Should any entry include an image, skip the image and copy the entry exactly.

○ ○ ○

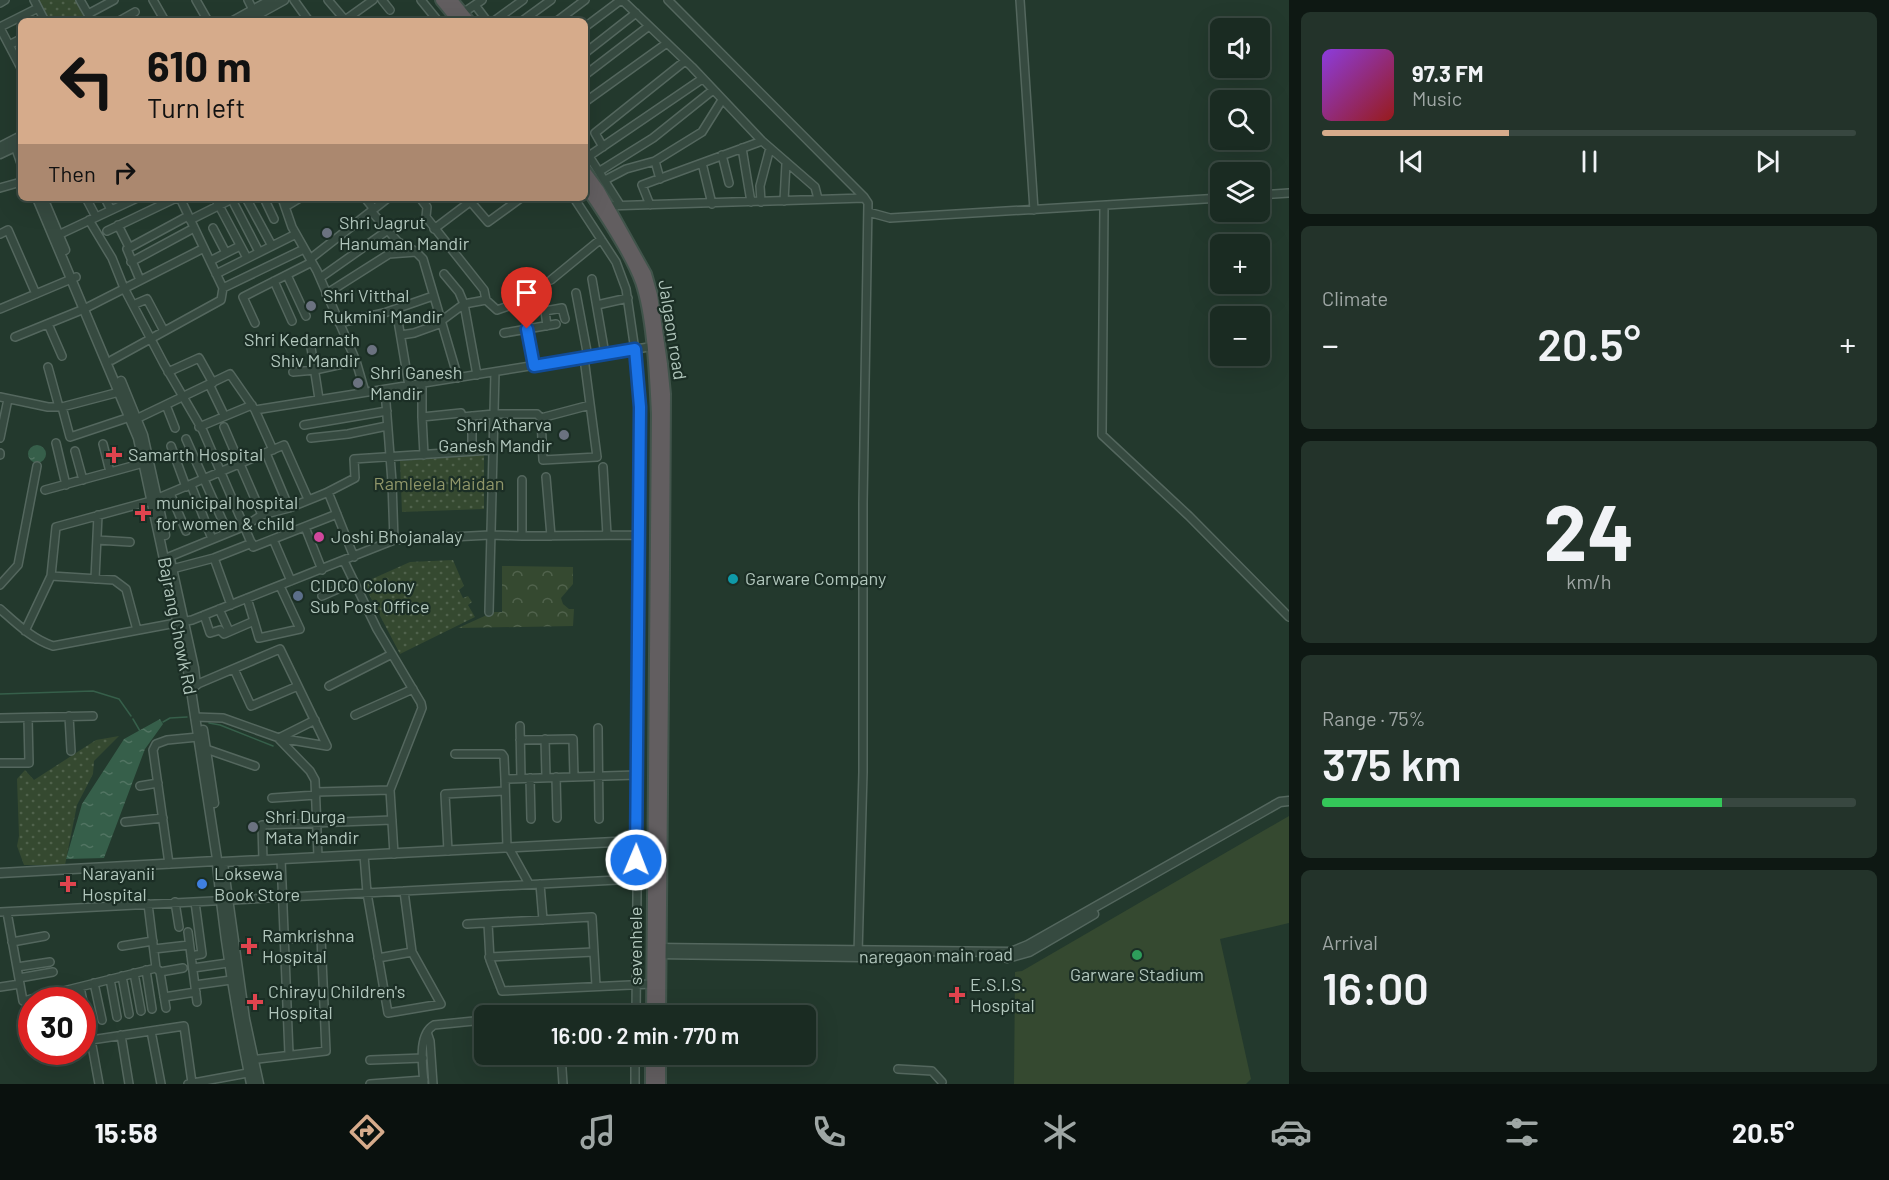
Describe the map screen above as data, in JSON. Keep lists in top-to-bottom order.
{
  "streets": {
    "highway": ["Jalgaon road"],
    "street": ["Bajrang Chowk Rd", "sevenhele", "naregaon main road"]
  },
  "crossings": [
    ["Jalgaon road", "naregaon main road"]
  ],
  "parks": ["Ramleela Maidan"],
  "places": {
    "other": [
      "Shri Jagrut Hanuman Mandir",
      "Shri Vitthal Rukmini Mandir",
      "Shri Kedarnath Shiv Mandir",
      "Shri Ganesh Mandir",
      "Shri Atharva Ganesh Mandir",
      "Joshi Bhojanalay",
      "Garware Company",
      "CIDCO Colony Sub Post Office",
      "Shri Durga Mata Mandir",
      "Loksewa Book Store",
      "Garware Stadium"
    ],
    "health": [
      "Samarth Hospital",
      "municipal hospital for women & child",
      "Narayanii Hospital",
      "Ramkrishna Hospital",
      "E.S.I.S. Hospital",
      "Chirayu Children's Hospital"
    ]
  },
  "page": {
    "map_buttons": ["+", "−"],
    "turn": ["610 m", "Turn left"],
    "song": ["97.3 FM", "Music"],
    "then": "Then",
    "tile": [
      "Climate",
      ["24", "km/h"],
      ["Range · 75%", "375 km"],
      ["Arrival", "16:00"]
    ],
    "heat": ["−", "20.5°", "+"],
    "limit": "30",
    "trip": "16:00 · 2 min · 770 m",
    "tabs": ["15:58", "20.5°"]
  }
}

○ ○ ○

* **Your solution**:
Describe the map screen above as data, in JSON. Keep lists in top-to-bottom order.
{
  "streets": {
    "highway": ["Jalgaon road"],
    "street": ["Bajrang Chowk Rd", "sevenhele", "naregaon main road"]
  },
  "crossings": [
    ["Jalgaon road", "naregaon main road"]
  ],
  "parks": ["Ramleela Maidan"],
  "places": {
    "other": [
      "Shri Jagrut Hanuman Mandir",
      "Shri Vitthal Rukmini Mandir",
      "Shri Kedarnath Shiv Mandir",
      "Shri Ganesh Mandir",
      "Shri Atharva Ganesh Mandir",
      "Joshi Bhojanalay",
      "Garware Company",
      "CIDCO Colony Sub Post Office",
      "Shri Durga Mata Mandir",
      "Loksewa Book Store",
      "Garware Stadium"
    ],
    "health": [
      "Samarth Hospital",
      "municipal hospital for women & child",
      "Narayanii Hospital",
      "Ramkrishna Hospital",
      "E.S.I.S. Hospital",
      "Chirayu Children's Hospital"
    ]
  },
  "page": {
    "map_buttons": ["+", "−"],
    "turn": ["610 m", "Turn left"],
    "song": ["97.3 FM", "Music"],
    "then": "Then",
    "tile": [
      "Climate",
      ["24", "km/h"],
      ["Range · 75%", "375 km"],
      ["Arrival", "16:00"]
    ],
    "heat": ["−", "20.5°", "+"],
    "limit": "30",
    "trip": "16:00 · 2 min · 770 m",
    "tabs": ["15:58", "20.5°"]
  }
}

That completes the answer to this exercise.